# Exercise input
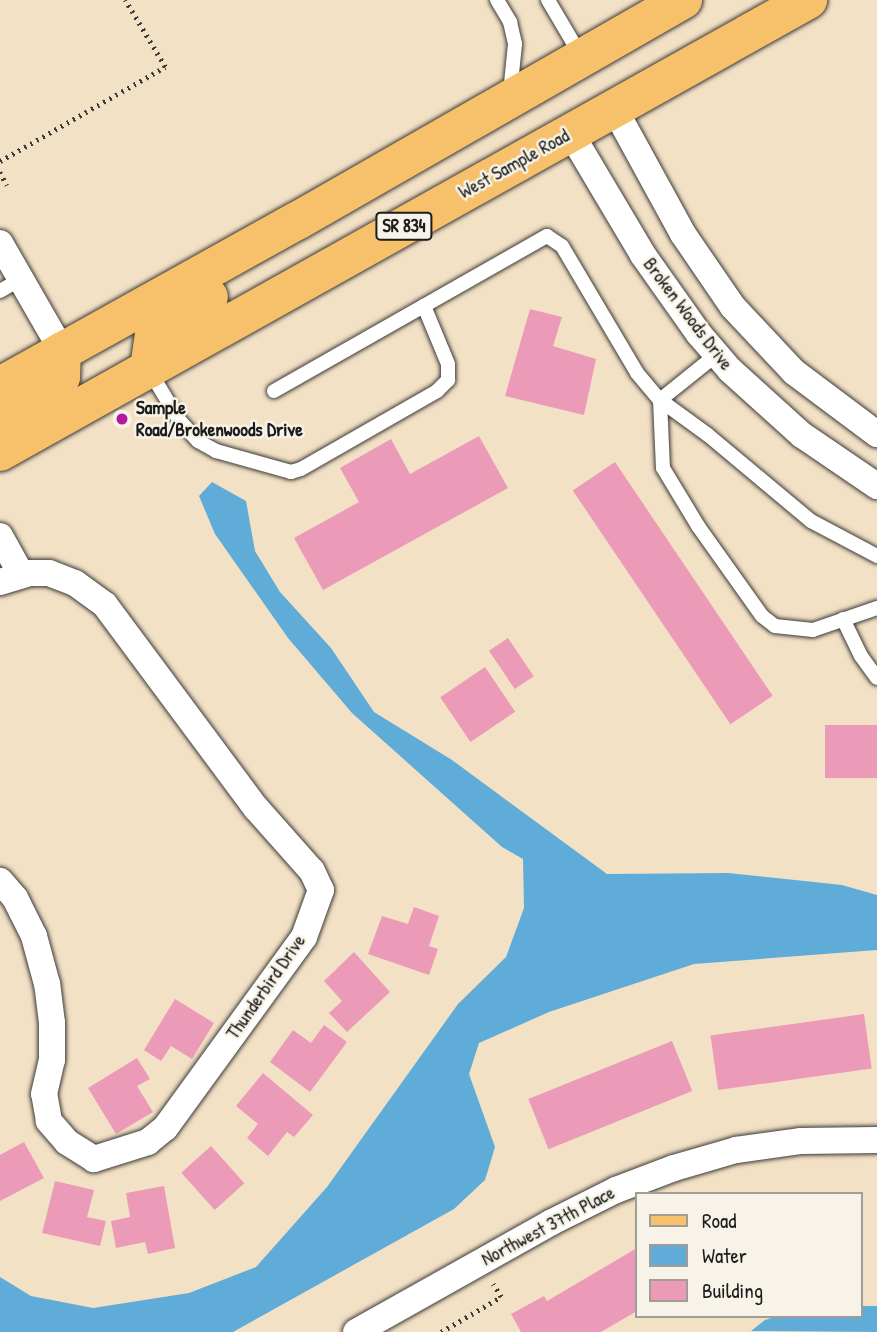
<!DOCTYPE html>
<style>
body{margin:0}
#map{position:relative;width:877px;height:1332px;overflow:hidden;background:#f3e1c6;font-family:"Patrick Hand",sans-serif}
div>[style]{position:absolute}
.water>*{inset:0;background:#60acd9}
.building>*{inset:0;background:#eb9bb8;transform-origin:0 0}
.path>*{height:4.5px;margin-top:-2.25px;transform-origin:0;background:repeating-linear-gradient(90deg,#3c3a36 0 2px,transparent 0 7px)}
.roads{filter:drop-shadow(0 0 2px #3c3a36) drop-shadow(0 0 2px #3c3a36)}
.service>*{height:14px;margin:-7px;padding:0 7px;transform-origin:7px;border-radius:7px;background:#fff}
.minor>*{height:26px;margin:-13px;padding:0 13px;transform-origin:13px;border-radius:13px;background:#fff}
.primary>*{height:38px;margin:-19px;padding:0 19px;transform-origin:19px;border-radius:19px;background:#f7c06b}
.dots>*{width:19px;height:19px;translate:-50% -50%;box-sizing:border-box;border:4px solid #f7f3e8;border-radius:50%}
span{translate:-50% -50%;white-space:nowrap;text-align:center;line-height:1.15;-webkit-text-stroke:5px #f7f3e8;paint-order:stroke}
.shield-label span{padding:2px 5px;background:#f7f3e8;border:2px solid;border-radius:5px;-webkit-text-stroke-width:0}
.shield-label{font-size:18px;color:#1c1c1c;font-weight:700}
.street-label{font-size:19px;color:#1c1c1c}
.poi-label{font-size:19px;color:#1c1c1c;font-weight:700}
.left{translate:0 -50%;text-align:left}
.legend{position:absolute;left:635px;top:1192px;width:228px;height:126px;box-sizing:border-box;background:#f7f3e8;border:2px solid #9f9d96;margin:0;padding:9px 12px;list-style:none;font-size:21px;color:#1c1c1c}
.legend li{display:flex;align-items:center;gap:14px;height:35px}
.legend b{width:35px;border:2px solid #9f9d96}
</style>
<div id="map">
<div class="water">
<i style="clip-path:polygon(212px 482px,246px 501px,255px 551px,280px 592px,331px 648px,374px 712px,452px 760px,607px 874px,728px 873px,842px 885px,877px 895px,877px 950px,694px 964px,549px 1012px,479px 1043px,469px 1074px,495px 1147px,485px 1180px,454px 1209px,233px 1332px,0 1332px,0 1277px,31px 1296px,93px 1308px,189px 1293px,256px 1267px,327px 1187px,458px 1004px,506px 957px,524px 908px,523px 859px,502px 847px,352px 713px,288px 638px,215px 534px,199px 496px)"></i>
<i style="clip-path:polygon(861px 1306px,877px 1306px,877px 1332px,751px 1331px,765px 1320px,777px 1316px,861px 1316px)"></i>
</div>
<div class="building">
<i style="clip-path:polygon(530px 309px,562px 317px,553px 346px,596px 359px,584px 415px,505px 396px)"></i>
<i style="clip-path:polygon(479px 436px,508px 488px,323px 590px,294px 538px,359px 502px,340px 468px,391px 439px,410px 474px)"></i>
<i style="left:615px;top:462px;width:282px;height:51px;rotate:56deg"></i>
<i style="left:508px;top:638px;width:46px;height:23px;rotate:56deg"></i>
<i style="left:485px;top:667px;width:54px;height:54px;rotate:56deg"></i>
<i style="left:877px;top:725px;width:53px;height:52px;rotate:90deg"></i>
<i style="clip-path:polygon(414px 907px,439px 916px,429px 946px,438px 949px,429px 975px,368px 954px,382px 916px,408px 924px)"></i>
<i style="clip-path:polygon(354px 952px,390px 992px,347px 1032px,329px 1013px,342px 1001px,324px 981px)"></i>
<i style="clip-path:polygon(175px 999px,214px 1023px,192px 1059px,171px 1046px,161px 1061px,144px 1050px)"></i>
<i style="left:864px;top:1014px;width:55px;height:155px;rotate:82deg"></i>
<i style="clip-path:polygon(324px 1025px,347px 1042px,310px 1092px,270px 1062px,293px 1030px,311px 1043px)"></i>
<i style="left:672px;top:1041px;width:54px;height:155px;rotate:68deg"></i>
<i style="clip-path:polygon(137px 1058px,150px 1079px,137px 1086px,153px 1112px,116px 1134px,88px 1088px)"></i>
<i style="clip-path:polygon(263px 1073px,313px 1115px,294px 1137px,287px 1132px,268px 1156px,247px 1138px,258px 1124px,236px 1106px)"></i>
<i style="clip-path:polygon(24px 1142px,44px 1178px,0 1201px,0 1155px)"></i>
<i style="left:211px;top:1146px;width:50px;height:40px;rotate:48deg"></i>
<i style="clip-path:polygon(55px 1181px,94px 1190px,87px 1217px,106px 1221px,100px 1246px,42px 1233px)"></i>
<i style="clip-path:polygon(164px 1186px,175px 1248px,148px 1254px,145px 1242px,116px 1248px,111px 1221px,130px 1217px,126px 1193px)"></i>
<i style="clip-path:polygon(637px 1248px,637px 1311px,601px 1332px,521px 1332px,511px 1314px,544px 1296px,547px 1301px)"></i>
</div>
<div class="path">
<i style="left:0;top:161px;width:190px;rotate:-29.7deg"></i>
<i style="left:165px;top:67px;width:78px;rotate:-120.8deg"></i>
<i style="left:0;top:172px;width:15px;rotate:62deg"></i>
<i style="left:441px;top:1332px;width:69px;rotate:-30.3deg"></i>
<i style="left:501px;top:1297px;width:15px;rotate:-122deg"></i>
</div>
<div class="roads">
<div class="service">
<i style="left:497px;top:0;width:26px;rotate:59deg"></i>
<i style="left:510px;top:22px;width:23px;rotate:77deg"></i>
<i style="left:515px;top:44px;width:49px;rotate:95.8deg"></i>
<i style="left:548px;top:0;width:65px;rotate:59.5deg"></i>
<i style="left:0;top:291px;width:24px;rotate:-30deg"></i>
<i style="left:716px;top:355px;width:72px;rotate:141.2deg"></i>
<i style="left:660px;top:400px;width:59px;rotate:36.1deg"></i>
<i style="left:708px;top:435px;width:134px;rotate:39.9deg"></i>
<i style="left:811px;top:521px;width:75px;rotate:27.9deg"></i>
<i style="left:149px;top:370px;width:58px;rotate:59deg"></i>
<i style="left:179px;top:420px;width:28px;rotate:48deg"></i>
<i style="left:198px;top:441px;width:21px;rotate:29deg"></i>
<i style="left:216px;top:451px;width:78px;rotate:15.6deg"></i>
<i style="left:291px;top:472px;width:10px;rotate:-17deg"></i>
<i style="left:301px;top:469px;width:157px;rotate:-29.8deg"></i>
<i style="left:437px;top:391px;width:16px;rotate:-45deg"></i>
<i style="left:448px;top:380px;width:16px;rotate:-90deg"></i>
<i style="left:448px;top:364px;width:63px;rotate:-112.5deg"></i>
<i style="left:274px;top:391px;width:314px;rotate:-29.6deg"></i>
<i style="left:547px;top:236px;width:18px;rotate:34deg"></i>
<i style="left:562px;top:246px;width:147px;rotate:59.4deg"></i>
<i style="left:637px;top:373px;width:35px;rotate:50deg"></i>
<i style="left:660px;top:400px;width:68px;rotate:87.5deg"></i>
<i style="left:663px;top:468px;width:68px;rotate:58.9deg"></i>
<i style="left:698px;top:526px;width:110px;rotate:54.6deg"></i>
<i style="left:762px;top:616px;width:16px;rotate:38deg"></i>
<i style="left:775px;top:626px;width:38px;rotate:6deg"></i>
<i style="left:813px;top:630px;width:68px;rotate:-19deg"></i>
<i style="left:843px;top:619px;width:41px;rotate:64.1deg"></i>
<i style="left:861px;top:656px;width:27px;rotate:54deg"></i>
</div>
<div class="minor">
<i style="left:614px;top:108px;width:144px;rotate:61.3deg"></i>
<i style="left:683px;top:234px;width:88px;rotate:55.6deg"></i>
<i style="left:733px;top:307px;width:89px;rotate:46.8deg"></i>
<i style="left:794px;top:372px;width:104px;rotate:36.8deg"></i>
<i style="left:570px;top:132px;width:143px;rotate:59.3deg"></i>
<i style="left:643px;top:255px;width:97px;rotate:54.7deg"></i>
<i style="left:699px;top:334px;width:48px;rotate:49.3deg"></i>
<i style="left:730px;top:370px;width:97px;rotate:42.1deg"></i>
<i style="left:802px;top:435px;width:91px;rotate:34.2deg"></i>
<i style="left:0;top:243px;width:125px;rotate:60.1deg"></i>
<i style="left:0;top:536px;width:43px;rotate:61.1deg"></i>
<i style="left:0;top:582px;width:30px;rotate:-17deg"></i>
<i style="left:29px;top:573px;width:20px"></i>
<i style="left:49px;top:573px;width:28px;rotate:21deg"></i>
<i style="left:75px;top:583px;width:37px;rotate:36deg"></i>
<i style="left:105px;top:605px;width:253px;rotate:53.4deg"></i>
<i style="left:256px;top:808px;width:84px;rotate:48.4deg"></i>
<i style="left:312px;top:871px;width:21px;rotate:65deg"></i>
<i style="left:321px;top:890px;width:50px;rotate:109.9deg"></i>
<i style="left:304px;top:937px;width:236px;rotate:126deg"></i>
<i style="left:165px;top:1128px;width:22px;rotate:141deg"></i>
<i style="left:148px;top:1142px;width:57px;rotate:162.5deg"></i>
<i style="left:94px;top:1159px;width:32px;rotate:-148deg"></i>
<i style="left:67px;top:1142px;width:28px;rotate:-131deg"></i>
<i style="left:49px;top:1121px;width:27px;rotate:-100deg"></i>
<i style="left:44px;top:1094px;width:35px;rotate:-77deg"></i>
<i style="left:52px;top:1060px;width:37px;rotate:-90deg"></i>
<i style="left:52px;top:1023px;width:39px;rotate:-97deg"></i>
<i style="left:47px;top:984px;width:50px;rotate:-105.2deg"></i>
<i style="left:34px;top:936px;width:42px;rotate:-116.6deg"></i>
<i style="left:15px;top:898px;width:23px;rotate:-131deg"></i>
<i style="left:356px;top:1332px;width:223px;rotate:-29.3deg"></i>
<i style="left:550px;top:1223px;width:74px;rotate:-26.6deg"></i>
<i style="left:616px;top:1190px;width:62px;rotate:-20.8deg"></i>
<i style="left:674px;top:1168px;width:65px;rotate:-16.2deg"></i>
<i style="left:736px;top:1150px;width:66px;rotate:-7.9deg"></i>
<i style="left:801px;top:1141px;width:76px;rotate:-0.8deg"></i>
</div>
<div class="primary">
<i style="left:149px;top:369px;width:35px;rotate:-82deg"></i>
<i style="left:154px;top:334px;width:33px;rotate:-39deg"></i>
<i style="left:180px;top:313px;width:33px;rotate:-29deg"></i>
<i style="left:0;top:386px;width:340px;rotate:-29.1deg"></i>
<i style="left:297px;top:221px;width:445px;rotate:-29.8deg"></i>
<i style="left:0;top:423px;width:48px;rotate:-29.7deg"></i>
<i style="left:42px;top:399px;width:29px;rotate:-49deg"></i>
<i style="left:61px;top:377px;width:26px;rotate:-88deg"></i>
<i style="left:0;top:452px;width:926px;rotate:-29.22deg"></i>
</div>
</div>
<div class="dots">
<i style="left:122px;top:419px;background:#b5179e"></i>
</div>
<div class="shield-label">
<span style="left:404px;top:226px">SR 834</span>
</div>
<div class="street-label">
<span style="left:514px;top:164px;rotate:-29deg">West Sample Road</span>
<span style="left:688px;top:314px;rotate:53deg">Broken Woods Drive</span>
<span style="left:266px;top:987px;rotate:-55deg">Thunderbird Drive</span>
<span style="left:548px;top:1226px;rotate:-28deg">Northwest 37th Place</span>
</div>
<div class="poi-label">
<span class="left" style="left:136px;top:419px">Sample<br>Road/Brokenwoods Drive</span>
</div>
<ul class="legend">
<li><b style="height:9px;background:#f7c06b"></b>Road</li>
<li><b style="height:19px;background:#60acd9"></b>Water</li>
<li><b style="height:19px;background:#eb9bb8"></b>Building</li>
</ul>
</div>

# Task instructions
Your task is to reproduce exactly the lines from the start of the data above through the line containing "2px #3c3a36) drop-shadow(0", leaving every picture out.

# Task response
<!DOCTYPE html>
<style>
body{margin:0}
#map{position:relative;width:877px;height:1332px;overflow:hidden;background:#f3e1c6;font-family:"Patrick Hand",sans-serif}
div>[style]{position:absolute}
.water>*{inset:0;background:#60acd9}
.building>*{inset:0;background:#eb9bb8;transform-origin:0 0}
.path>*{height:4.5px;margin-top:-2.25px;transform-origin:0;background:repeating-linear-gradient(90deg,#3c3a36 0 2px,transparent 0 7px)}
.roads{filter:drop-shadow(0 0 2px #3c3a36) drop-shadow(0 0 2px #3c3a36)}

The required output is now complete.